For example, the following statement breaks the character string
stored in $line into elements, which are stored in @list:
@list = split (/:/, $line);
A new element is started every time the pattern /:/ is
matched. If $line contains This:is:a:string,
the resulting list is ("This", "is", "a",
"string").
If you like, you can specify the maximum number of elements of
the list produced by split by specifying the maximum
as the third argument. For example:
$line = "This:is:a:string";
@list = split (/:/, $line, 3);
As before, this breaks the string stored in $line into
elements. After three elements have been created, no more new
elements are created. Any subsequent matches of the pattern are
ignored. In this case, the list assigned to @list is
("This", "is", "a:string").
| TIP |
If you use split with a limit, you can assign to several scalar variables at once:
$line = "11 12 13 14 15";
($var1, $var2, $line) = split (/\s+/, $line, 3);
This splits $line into the list ("11", "12", "13 14 15"). $var1 is assigned 11, $var2 is assigned 12, and $line is assigned "13 14 15".

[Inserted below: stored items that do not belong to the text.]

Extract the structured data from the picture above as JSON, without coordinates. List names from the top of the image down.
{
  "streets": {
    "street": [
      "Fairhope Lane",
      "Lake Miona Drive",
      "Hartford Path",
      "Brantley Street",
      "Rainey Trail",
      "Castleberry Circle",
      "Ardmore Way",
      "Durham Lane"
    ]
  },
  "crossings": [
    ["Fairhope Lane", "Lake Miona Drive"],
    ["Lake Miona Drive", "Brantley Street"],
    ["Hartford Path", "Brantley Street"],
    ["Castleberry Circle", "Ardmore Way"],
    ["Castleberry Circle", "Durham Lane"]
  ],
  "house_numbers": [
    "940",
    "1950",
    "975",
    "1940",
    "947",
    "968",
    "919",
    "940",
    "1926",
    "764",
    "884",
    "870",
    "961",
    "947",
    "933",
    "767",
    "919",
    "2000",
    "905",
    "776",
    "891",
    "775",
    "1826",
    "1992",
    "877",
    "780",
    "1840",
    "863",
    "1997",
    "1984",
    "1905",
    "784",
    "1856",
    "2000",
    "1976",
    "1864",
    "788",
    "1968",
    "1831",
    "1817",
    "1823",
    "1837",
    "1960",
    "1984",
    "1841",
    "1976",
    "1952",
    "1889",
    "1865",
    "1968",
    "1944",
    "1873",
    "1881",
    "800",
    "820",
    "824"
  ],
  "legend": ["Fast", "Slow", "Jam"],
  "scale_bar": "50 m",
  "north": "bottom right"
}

This enables you to assign the "leftovers" to a single variable, which can then be split again at a later time
|
The sort function sorts a list in alphabetical order,
as follows:
@sorted = sort (@list);
The sorted list is returned.
The reverse function reverses the order of a list:
@reversed = reverse (@list);
For more information on the sort and reverse
functions, see Chapter 5. For information on how you can specify the
sort order that sort is to use, see Chapter 9, "Using
Subroutines."
The map function, defined only in Perl 5, enables you
to use each of the elements of a list, in turn, as an operand
in an expression.
The syntax for the map function is
resultlist = map(expr, list);
list is the list of elements to be used as operands or
arguments; this list is copied by map, but is not itself
changed. expr is the expression to be repeated. The results
of the repeated evaluation of the expression are stored in a list,
which is returned in resultlist.
expr assumes that the system variable $_ contains
the element of the list currently being used as an operand. For
example:
@list = (100, 200, 300);
@results = map($_+1, @list);
This evaluates the expression $_+1 for each of 100,
200, and 300 in turn. The results, 101,
201, and 301, respectively, are formed into
the list (101, 201, 301). This list is then assigned
to @results.
To use map with a subroutine, just pass $_ to
the subroutine, as in the following:
@results = map(&mysub($_), @list);
This calls the subroutine mysub once for each element
of the list stored in @list. The values returned by mysub
are stored in a list, which is assigned to @results.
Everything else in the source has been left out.